Over time, the wing aspect ratios of commercial airliners have increased.

For evidence ,see the following data:

* 1980s:
  * Boeing 747-400: 7.91, 
  * Boeing 757-200: 8.0 
  * Boeing 767-300: 8.0
  * Airbus A310: 8.8 

* 1990s:
  * Airbus A330: 10
  * Airbus A340: 9.2
  * Boeing 777: 9.96

* 2000s: 
  * Boeing 787: 11

The advantage of a higher aspect ratio wing is that it increases L/D ratios by reducing induced drag, and thus for a given amount of lift, an airliner will incur less drag and burn less fuel. However, this is traded-off against the fact that the wing has to be thicker to counter the increased bending moments from the longer wings.
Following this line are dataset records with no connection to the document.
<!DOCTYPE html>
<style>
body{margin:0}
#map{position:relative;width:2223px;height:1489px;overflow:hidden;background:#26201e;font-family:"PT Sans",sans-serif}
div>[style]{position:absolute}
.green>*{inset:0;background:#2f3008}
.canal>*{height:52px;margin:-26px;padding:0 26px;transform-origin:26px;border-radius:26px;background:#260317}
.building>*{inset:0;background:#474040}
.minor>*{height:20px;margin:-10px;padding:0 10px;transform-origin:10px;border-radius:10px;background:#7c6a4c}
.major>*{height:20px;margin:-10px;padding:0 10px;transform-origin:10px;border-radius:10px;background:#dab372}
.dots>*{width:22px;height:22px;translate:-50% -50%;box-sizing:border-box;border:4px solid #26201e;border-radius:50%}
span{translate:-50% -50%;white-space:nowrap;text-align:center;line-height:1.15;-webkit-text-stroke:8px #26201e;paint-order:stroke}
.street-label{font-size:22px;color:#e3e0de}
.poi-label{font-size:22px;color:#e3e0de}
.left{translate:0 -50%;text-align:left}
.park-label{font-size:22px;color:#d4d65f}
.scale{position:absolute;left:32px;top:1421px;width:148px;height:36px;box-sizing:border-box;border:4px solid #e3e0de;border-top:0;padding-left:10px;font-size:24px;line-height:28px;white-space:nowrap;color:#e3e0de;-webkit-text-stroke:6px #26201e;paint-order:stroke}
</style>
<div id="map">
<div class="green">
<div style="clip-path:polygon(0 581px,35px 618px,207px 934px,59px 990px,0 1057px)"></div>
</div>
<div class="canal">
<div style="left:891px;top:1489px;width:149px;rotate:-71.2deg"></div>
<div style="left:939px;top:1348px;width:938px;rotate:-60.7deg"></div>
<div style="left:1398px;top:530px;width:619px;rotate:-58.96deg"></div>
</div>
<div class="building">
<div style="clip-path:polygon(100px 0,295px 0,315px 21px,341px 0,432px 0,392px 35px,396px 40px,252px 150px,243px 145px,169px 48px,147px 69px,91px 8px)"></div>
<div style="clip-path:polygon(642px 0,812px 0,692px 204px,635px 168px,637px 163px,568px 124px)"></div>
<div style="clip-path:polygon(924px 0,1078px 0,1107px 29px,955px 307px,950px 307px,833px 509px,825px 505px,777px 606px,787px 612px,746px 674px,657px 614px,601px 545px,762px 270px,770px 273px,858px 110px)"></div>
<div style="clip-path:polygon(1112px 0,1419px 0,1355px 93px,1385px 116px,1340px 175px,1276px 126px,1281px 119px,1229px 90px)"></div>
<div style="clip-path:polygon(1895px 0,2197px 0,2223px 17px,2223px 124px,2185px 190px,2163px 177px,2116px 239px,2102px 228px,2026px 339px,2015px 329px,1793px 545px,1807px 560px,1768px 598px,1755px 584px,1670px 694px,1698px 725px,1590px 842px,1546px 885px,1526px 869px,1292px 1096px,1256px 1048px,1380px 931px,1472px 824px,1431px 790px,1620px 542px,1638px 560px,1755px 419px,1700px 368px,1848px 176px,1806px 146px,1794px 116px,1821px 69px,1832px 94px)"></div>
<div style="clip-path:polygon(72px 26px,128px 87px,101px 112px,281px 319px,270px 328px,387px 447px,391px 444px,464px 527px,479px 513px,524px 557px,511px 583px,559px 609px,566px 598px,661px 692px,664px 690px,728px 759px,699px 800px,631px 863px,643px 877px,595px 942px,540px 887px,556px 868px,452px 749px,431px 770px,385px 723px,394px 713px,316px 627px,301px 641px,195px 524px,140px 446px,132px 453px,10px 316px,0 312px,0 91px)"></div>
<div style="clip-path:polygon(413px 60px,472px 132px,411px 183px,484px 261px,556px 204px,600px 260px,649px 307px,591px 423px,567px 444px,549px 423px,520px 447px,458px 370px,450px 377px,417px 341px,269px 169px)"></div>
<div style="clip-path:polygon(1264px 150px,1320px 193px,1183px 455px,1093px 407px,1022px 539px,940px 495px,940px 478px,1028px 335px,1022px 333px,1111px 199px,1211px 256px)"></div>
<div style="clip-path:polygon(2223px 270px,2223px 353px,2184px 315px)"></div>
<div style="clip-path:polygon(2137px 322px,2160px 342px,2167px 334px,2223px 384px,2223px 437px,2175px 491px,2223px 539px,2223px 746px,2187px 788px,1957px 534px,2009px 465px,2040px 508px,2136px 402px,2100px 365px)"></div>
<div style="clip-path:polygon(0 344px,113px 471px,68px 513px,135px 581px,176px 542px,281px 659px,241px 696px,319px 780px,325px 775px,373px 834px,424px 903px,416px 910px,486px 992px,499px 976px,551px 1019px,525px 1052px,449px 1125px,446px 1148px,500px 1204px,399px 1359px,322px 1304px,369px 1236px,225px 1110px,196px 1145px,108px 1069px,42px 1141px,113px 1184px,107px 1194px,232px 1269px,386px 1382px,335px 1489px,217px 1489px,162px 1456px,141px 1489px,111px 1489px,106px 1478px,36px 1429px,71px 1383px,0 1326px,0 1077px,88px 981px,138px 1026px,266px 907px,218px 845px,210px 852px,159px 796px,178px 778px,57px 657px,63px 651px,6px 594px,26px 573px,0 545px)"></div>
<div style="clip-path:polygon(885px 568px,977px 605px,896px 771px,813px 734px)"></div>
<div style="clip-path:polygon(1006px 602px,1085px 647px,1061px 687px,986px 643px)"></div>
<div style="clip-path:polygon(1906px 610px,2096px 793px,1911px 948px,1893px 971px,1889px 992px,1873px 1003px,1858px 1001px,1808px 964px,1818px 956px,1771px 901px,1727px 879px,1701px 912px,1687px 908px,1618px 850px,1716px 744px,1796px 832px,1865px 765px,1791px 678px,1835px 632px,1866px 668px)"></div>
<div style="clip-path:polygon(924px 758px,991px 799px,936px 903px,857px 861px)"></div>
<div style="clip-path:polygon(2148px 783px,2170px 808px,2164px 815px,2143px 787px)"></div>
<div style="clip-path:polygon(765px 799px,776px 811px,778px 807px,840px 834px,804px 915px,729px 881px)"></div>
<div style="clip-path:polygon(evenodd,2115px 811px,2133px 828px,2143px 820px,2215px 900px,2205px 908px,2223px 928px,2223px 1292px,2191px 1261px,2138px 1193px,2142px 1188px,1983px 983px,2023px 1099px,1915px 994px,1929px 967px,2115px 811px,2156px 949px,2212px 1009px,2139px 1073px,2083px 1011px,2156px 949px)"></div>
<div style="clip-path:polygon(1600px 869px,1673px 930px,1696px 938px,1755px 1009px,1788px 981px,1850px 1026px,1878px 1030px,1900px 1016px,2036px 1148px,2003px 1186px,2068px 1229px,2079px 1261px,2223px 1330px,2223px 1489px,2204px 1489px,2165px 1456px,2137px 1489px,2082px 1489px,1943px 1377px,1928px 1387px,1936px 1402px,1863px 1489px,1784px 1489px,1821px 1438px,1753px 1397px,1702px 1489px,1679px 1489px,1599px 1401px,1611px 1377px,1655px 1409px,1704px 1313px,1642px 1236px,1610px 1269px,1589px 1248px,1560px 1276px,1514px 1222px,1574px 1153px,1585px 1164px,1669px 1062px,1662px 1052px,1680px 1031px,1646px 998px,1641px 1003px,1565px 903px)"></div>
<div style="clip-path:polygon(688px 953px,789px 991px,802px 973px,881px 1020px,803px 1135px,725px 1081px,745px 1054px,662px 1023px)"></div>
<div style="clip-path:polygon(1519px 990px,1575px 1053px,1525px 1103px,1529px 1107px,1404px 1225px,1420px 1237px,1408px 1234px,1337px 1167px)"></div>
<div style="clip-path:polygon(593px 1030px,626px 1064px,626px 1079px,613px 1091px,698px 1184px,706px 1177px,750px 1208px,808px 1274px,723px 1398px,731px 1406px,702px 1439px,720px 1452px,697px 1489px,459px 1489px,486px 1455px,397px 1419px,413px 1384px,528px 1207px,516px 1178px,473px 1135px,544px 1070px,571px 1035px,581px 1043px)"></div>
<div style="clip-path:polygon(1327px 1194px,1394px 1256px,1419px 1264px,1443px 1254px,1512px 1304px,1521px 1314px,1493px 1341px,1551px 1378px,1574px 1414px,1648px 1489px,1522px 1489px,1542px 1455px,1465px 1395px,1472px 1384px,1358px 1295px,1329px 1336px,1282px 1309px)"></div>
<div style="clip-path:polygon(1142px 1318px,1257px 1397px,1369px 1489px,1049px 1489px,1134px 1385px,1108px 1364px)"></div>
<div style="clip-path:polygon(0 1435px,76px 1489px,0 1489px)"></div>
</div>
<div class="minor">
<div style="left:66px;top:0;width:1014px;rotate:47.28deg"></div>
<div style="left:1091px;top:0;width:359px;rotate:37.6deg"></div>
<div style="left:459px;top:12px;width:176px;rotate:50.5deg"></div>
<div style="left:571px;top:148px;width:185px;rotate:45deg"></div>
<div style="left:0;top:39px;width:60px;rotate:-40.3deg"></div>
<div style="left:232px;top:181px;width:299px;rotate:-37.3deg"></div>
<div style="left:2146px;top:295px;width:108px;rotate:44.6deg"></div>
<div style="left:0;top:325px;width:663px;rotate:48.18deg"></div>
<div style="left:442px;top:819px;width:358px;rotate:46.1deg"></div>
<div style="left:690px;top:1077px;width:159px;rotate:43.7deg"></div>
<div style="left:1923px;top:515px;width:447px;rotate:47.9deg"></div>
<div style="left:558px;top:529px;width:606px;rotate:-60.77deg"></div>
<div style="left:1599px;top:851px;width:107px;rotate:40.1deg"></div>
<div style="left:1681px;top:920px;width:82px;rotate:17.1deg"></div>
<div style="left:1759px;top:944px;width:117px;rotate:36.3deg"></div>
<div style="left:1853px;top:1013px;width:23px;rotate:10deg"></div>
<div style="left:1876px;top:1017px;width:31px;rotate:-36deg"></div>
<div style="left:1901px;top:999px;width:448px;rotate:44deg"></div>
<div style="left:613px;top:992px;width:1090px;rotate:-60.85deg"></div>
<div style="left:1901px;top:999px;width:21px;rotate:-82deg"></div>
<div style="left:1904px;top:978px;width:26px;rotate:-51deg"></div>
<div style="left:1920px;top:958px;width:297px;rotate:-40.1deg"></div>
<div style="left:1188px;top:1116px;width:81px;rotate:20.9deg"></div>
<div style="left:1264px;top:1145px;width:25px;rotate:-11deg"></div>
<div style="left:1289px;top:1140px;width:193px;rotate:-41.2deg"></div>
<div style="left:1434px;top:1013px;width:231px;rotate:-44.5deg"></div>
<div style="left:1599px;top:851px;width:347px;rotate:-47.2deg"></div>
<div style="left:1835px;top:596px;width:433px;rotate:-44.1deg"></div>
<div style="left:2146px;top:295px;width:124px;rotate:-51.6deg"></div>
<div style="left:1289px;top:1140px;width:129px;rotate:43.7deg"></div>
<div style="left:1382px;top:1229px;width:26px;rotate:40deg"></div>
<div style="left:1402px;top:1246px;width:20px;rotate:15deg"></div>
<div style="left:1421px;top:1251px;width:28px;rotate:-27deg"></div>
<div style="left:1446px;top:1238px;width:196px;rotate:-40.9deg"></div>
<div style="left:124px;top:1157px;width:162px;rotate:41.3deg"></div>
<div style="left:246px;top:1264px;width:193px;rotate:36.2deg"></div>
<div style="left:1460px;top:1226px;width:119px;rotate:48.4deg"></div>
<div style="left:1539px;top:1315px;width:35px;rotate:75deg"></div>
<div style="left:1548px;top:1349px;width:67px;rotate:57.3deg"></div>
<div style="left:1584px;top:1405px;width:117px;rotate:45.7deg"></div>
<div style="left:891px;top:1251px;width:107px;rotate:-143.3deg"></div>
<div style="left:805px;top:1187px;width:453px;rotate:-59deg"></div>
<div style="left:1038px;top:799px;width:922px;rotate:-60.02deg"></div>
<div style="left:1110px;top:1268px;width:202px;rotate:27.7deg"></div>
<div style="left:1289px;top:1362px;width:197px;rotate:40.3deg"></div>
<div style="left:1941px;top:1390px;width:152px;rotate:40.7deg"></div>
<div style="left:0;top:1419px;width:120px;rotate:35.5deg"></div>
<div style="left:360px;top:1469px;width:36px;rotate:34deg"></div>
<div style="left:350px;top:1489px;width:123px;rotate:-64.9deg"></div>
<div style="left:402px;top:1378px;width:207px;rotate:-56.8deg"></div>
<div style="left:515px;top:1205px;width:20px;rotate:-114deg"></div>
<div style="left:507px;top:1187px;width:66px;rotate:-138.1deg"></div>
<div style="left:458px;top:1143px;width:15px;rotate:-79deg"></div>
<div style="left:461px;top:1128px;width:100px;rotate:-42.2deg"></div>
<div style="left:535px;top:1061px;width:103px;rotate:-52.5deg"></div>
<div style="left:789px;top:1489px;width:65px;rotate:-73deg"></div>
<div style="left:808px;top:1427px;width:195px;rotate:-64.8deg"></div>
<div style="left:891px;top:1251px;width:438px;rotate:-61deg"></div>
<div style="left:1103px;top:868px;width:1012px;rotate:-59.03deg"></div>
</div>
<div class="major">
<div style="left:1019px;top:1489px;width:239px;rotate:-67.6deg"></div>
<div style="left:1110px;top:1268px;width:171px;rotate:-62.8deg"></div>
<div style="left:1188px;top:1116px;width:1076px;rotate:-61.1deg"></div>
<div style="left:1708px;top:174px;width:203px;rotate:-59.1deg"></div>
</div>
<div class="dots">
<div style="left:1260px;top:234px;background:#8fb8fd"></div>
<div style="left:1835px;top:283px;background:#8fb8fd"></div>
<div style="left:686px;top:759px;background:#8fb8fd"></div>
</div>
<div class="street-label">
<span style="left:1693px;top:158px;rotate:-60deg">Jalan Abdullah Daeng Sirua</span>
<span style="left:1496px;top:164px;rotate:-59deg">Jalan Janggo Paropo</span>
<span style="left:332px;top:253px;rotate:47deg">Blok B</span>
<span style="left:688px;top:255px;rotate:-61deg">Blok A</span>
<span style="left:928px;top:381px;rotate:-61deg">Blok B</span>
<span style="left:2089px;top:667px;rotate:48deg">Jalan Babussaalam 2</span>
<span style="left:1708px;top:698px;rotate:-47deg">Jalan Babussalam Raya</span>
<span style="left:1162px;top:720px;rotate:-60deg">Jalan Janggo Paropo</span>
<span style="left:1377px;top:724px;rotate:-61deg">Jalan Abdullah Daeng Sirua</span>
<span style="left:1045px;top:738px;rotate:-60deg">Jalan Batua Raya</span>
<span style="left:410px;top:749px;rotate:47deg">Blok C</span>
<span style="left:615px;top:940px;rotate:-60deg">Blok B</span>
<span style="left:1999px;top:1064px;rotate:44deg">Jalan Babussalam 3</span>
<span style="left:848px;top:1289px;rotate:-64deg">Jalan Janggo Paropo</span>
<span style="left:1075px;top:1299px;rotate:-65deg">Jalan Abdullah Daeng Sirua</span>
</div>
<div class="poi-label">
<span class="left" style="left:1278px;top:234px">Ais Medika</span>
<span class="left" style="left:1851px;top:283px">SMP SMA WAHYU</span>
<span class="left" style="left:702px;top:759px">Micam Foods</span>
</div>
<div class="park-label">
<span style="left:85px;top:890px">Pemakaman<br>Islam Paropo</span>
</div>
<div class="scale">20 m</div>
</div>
This eats into the drag-reduction fuel savings. 

But over time, it appears that engineers have managed to overcome the trade-off, making the wingspan longer *without* incurring the penalties of increased weight. How have they managed to do this? 

Two notes: 

1. On the most recent airliners (eg, the 787), there's considerable evidence that the shift to carbon composite wing structures has allowed for this to happen. However, the shift began before composite wing structures were introduced, so there must be other explanations 
2. I'm almost sure Finite Element Modeling plays a role, but I'm just not sure *how* FEM allowed for the increase in AR without incurring the offsetting drag-increasing penalties.